This is a doc2query model based on T5 (also known as docT5query).

It can be used for:

  • Document expansion: You generate for your paragraphs 20-40 queries and index the paragraphs and the generates queries in a standard BM25 index like Elasticsearch, OpenSearch, or Lucene. The generated queries help to close the lexical gap of lexical search, as the generate queries contain synonyms. Further, it re-weights words giving important words a higher weight even if they appear seldomn in a paragraph. In our BEIR paper we showed that BM25+docT5query is a powerful search engine. In the BEIR repository we have an example how to use docT5query with Pyserini.
  • Domain Specific Training Data Generation: It can be used to generate training data to learn an embedding model. In our GPL-Paper / GPL Example on SBERT.net we have an example how to use the model to generate (query, text) pairs for a given collection of unlabeled texts. These pairs can then be used to train powerful dense embedding models.

Usage

from transformers import AutoTokenizer, AutoModelForSeq2SeqLM
import torch

model_name = 'csdc-atl/doc2query'
tokenizer = AutoTokenizer.from_pretrained(model_name)
model = AutoModelForSeq2SeqLM.from_pretrained(model_name)

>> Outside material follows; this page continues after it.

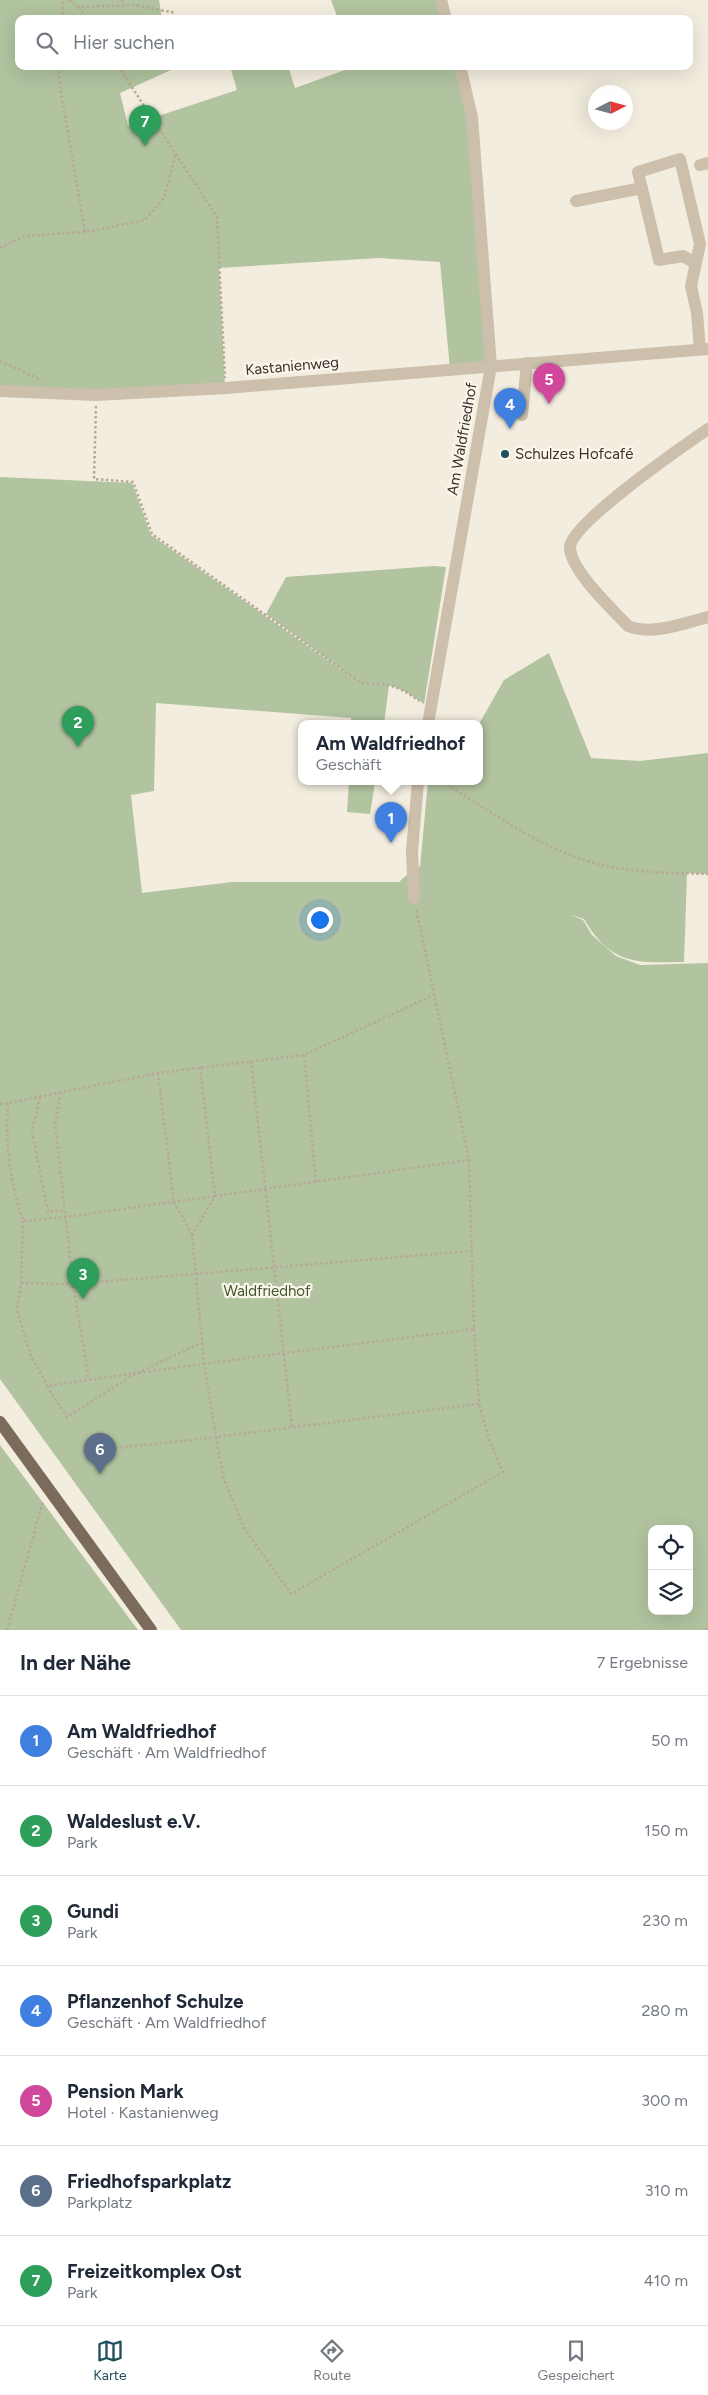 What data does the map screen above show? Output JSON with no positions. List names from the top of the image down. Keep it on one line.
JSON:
{"streets":{"street":["Kastanienweg","Am Waldfriedhof"]},"crossings":[["Kastanienweg","Am Waldfriedhof"]],"parks":["Waldfriedhof"],"places":["Schulzes Hofcafé"],"north":"right","page":{"search":"Hier suchen","pins":["7","5","4","2","1","3","6"],"popup":["Am Waldfriedhof","Geschäft"],"heading":["In der Nähe","7 Ergebnisse"],"list":[{"mark":"1","name":"Am Waldfriedhof","note":"Geschäft · Am Waldfriedhof","value":"50 m"},{"mark":"2","name":"Waldeslust e.V.","note":"Park","value":"150 m"},{"mark":"3","name":"Gundi","note":"Park","value":"230 m"},{"mark":"4","name":"Pflanzenhof Schulze","note":"Geschäft · Am Waldfriedhof","value":"280 m"},{"mark":"5","name":"Pension Mark","note":"Hotel · Kastanienweg","value":"300 m"},{"mark":"6","name":"Friedhofsparkplatz","note":"Parkplatz","value":"310 m"},{"mark":"7","name":"Freizeitkomplex Ost","note":"Park","value":"410 m"}],"nav":["Karte","Route","Gespeichert"]}}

text = "2014年12月9日,于洋转会至中超联赛球队广州富力。2015赛季初,于洋并没有出场机会。韩国中后卫张贤秀受伤后,主教练选择用金洋洋代替。足协杯4比0战胜贵州人和的比赛中,金洋洋打入两球。赛后,中国足协认定金洋洋在庆祝进球时使用侮辱性手势,将他禁赛四场。之后对阵山东鲁能的联赛,于洋迎来出场机会,首次代表广州富力出战正式比赛。从此开始,于洋得到了较为充足的出场时间。2015赛季于洋中超联赛出场17次、亚冠联赛1次,这18次出场中有17次为首发。2016赛季,于洋成为广州富力三后卫体系的主力,还曾担任队长。这个赛季,他在中超联赛出场25次、足协杯出场5次,联赛的25次出场中含22次首发。效力广州富力期间,他于2015年重返中国国家足球队。\n2016年12月30日,广州富力宣布于洋离队,加盟北京国安。有媒体透露,转会费在5000万至6000万元人民币之间。回归北京国安之后,于洋成为中后卫位置上的主力。2018年3月31日北京国安与北京人和的北京德比上,于洋第100次代表北京国安出场。他在比赛中打入一球,助球队4比0获胜。"


def create_queries(para):
    input_ids = tokenizer.encode(para, return_tensors='pt')
    with torch.no_grad():
        # Here we use top_k / top_k random sampling. It generates more diverse queries, but of lower quality
        sampling_outputs = model.generate(
            input_ids=input_ids,
            max_length=64,
            do_sample=True,
            top_p=0.95,
            top_k=10, 
            num_return_sequences=10
            )

    print("Paragraph:")
    print(para)

    print("\nSampling Outputs:")
    for i in range(len(sampling_outputs)):
        query = tokenizer.decode(sampling_outputs[i], skip_special_tokens=True)
        print(f'{i + 1}: {query}')

create_queries(text)

# 1: 于洋在2016年重返中国国家足球队是在哪个球队效力?
# 2: 于洋在2018年3月31日的北京德比上打入了几个球?
# 3: 于洋在哪些比赛中有出场机会?
# 4: 于洋在哪个比赛中打入了两球?
# 5: 于洋在2015赛季中超联赛中出场次数和亚冠联赛中的首发次数分别是多少?
# 6: 于洋在哪个比赛中打入了两球,帮助球队赢了这场比赛?
# 7: 于洋在2018年3月31日北京国安与北京人和的北京德比上打进了几个进球?
# 8: 于洋在2015赛季中超联赛和亚冠联赛中出场次数分别是多少?
# 9: 于洋在广州富力期间曾担任什么职位?
# 10: 于洋在哪些比赛中有出场机会?

Note: model.generate() is non-deterministic for top_k/top_n sampling. It produces different queries each time you run it.

Training

This model fine-tuned Langboat/mengzi-t5-base.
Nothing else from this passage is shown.